### Task requirements
Repeat word for word the opening stretch of the entries, from the first line through the line containing "List the street".

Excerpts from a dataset

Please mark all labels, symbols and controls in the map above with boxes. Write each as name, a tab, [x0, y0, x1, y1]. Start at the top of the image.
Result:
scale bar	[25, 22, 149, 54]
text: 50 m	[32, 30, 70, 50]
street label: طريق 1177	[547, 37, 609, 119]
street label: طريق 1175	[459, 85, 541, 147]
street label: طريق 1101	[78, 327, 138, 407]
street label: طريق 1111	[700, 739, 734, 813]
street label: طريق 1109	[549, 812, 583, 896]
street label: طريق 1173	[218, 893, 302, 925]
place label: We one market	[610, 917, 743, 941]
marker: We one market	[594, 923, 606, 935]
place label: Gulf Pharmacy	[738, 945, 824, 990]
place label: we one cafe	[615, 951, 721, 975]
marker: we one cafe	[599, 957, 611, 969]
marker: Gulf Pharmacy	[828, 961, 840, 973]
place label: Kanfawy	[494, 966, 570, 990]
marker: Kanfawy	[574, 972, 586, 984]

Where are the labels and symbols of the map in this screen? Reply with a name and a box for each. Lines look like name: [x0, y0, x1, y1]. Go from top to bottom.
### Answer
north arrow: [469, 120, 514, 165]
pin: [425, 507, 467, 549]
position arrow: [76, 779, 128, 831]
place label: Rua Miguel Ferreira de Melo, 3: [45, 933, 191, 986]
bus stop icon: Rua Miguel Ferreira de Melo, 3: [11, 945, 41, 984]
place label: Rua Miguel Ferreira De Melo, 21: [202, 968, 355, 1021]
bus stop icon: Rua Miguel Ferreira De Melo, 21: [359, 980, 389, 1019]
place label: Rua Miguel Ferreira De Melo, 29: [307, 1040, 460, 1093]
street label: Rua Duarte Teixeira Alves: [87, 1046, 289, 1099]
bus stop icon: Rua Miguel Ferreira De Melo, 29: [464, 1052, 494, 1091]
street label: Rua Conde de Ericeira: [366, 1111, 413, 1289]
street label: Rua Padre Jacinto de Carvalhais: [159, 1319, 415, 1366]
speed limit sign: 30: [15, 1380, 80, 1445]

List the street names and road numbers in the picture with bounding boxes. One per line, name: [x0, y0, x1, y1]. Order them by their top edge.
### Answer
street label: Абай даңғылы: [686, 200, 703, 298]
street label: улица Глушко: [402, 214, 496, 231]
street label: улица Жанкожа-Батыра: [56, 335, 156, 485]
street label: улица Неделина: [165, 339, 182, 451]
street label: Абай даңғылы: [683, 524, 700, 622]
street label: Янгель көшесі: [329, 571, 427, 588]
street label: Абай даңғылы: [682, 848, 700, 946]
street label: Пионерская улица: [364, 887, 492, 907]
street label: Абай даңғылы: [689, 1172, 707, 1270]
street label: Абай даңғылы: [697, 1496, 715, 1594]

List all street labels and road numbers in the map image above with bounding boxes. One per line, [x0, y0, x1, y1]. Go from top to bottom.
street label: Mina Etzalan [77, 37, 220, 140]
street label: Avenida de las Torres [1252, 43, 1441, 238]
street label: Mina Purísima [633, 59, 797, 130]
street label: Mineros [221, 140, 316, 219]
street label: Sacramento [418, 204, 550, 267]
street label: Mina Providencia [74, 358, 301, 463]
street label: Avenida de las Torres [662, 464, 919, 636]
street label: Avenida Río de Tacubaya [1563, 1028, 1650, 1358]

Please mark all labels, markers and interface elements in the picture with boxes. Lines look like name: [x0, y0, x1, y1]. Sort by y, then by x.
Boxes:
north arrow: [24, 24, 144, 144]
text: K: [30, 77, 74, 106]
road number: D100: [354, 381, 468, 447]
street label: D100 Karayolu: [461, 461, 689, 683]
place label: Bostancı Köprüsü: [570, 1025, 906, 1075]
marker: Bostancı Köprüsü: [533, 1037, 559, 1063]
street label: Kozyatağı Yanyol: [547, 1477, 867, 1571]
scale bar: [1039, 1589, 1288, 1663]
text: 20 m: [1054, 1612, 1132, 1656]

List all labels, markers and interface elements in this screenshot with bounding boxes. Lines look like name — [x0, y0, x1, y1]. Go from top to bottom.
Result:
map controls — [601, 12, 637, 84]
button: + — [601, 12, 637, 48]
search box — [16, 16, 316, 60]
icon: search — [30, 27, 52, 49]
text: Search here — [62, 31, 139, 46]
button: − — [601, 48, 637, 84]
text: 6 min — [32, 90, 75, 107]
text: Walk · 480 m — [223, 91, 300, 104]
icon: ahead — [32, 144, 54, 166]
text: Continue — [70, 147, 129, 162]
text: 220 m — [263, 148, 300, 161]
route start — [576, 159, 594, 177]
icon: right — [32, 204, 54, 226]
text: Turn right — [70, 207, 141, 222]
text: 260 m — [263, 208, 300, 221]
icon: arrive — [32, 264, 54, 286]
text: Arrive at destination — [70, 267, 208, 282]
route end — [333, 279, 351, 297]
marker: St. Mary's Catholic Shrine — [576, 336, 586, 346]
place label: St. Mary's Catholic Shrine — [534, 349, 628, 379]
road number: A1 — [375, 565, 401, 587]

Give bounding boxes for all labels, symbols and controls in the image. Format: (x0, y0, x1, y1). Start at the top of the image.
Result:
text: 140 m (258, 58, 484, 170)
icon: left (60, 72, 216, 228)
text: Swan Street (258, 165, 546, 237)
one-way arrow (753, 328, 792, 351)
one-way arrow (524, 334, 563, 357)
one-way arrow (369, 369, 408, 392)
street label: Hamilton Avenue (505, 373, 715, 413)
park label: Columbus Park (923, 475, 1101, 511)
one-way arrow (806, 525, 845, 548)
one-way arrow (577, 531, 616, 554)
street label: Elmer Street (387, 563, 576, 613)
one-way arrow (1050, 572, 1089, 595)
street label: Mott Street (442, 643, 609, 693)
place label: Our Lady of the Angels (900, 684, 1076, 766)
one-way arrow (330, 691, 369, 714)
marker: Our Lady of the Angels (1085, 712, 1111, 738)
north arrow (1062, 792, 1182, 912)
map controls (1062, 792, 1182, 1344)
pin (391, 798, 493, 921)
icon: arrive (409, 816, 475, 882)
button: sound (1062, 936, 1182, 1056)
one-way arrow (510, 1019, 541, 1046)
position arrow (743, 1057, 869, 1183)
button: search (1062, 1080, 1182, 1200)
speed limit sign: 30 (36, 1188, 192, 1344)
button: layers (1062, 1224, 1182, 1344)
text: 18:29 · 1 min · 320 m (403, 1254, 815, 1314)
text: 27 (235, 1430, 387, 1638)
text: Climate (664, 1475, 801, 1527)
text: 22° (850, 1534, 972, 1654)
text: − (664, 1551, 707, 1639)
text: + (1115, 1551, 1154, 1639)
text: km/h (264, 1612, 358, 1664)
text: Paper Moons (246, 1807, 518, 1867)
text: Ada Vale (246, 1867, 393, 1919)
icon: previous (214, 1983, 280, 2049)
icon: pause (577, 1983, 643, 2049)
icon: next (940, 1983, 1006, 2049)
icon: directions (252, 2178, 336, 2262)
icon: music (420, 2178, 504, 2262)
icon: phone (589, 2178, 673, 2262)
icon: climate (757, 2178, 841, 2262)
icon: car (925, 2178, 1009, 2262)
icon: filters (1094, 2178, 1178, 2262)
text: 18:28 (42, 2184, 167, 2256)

### Written answer
Please mark all labels, symbols and controls in the map above with boxes. Write each as name, a tab, [x0, y0, x1, y1]. Start at the top of the image.
Result:
scale bar	[25, 22, 149, 54]
text: 50 m	[32, 30, 70, 50]
street label: طريق 1177	[547, 37, 609, 119]
street label: طريق 1175	[459, 85, 541, 147]
street label: طريق 1101	[78, 327, 138, 407]
street label: طريق 1111	[700, 739, 734, 813]
street label: طريق 1109	[549, 812, 583, 896]
street label: طريق 1173	[218, 893, 302, 925]
place label: We one market	[610, 917, 743, 941]
marker: We one market	[594, 923, 606, 935]
place label: Gulf Pharmacy	[738, 945, 824, 990]
place label: we one cafe	[615, 951, 721, 975]
marker: we one cafe	[599, 957, 611, 969]
marker: Gulf Pharmacy	[828, 961, 840, 973]
place label: Kanfawy	[494, 966, 570, 990]
marker: Kanfawy	[574, 972, 586, 984]

Where are the labels and symbols of the map in this screen? Reply with a name and a box for each. Lines look like name: [x0, y0, x1, y1]. Go from top to bottom.
### Answer
north arrow: [469, 120, 514, 165]
pin: [425, 507, 467, 549]
position arrow: [76, 779, 128, 831]
place label: Rua Miguel Ferreira de Melo, 3: [45, 933, 191, 986]
bus stop icon: Rua Miguel Ferreira de Melo, 3: [11, 945, 41, 984]
place label: Rua Miguel Ferreira De Melo, 21: [202, 968, 355, 1021]
bus stop icon: Rua Miguel Ferreira De Melo, 21: [359, 980, 389, 1019]
place label: Rua Miguel Ferreira De Melo, 29: [307, 1040, 460, 1093]
street label: Rua Duarte Teixeira Alves: [87, 1046, 289, 1099]
bus stop icon: Rua Miguel Ferreira De Melo, 29: [464, 1052, 494, 1091]
street label: Rua Conde de Ericeira: [366, 1111, 413, 1289]
street label: Rua Padre Jacinto de Carvalhais: [159, 1319, 415, 1366]
speed limit sign: 30: [15, 1380, 80, 1445]

List the street names and road numbers in the picture with bounding boxes. One per line, name: [x0, y0, x1, y1]. Order them by their top edge.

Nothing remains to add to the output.